The records:
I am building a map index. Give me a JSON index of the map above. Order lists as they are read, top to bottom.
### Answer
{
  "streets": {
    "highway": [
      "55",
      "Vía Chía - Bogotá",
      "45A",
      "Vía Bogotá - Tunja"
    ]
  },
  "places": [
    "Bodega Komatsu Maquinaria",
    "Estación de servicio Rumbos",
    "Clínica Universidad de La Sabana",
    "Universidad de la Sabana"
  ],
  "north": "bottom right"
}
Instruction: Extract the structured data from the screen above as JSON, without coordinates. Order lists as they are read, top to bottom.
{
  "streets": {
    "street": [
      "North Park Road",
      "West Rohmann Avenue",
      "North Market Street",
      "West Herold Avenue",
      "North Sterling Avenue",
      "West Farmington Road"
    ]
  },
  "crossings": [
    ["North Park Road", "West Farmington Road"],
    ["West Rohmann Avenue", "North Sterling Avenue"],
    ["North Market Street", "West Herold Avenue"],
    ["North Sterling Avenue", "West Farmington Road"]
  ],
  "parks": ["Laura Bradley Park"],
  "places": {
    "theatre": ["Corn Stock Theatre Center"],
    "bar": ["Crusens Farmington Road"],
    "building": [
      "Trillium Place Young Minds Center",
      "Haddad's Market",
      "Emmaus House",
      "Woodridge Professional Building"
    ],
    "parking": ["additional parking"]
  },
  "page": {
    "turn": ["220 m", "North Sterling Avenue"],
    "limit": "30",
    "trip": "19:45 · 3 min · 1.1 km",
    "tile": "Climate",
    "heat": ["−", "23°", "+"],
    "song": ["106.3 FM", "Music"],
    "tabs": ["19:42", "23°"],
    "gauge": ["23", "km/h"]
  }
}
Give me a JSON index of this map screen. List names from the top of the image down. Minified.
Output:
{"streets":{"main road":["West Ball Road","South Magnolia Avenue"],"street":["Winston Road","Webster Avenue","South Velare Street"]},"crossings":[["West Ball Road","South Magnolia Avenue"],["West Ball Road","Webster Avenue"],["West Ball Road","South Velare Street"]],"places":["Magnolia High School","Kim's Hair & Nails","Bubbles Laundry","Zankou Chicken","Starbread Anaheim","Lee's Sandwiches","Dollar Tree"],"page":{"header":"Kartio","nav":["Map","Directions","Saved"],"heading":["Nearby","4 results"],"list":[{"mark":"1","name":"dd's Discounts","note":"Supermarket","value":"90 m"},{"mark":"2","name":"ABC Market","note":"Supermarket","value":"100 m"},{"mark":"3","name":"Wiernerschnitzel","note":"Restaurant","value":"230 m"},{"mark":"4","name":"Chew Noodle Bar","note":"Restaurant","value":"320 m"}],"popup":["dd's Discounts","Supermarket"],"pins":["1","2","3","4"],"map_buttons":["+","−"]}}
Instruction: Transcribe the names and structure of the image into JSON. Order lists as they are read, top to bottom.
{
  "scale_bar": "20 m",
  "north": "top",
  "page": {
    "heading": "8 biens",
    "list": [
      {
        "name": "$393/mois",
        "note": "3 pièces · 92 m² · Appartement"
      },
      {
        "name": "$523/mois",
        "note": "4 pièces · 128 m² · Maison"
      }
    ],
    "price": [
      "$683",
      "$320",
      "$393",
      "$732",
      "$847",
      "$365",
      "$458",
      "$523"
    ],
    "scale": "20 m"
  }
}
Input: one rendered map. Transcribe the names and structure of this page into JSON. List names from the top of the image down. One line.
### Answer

Instructions for the task:
Pull every line with "down" from the records.

Result:
Give me a JSON index of this map screen. List names from the top of the image down. Minified.
Input: one rendered map. Transcribe the names and structure of this page into JSON. List names from the top of the image down. One line.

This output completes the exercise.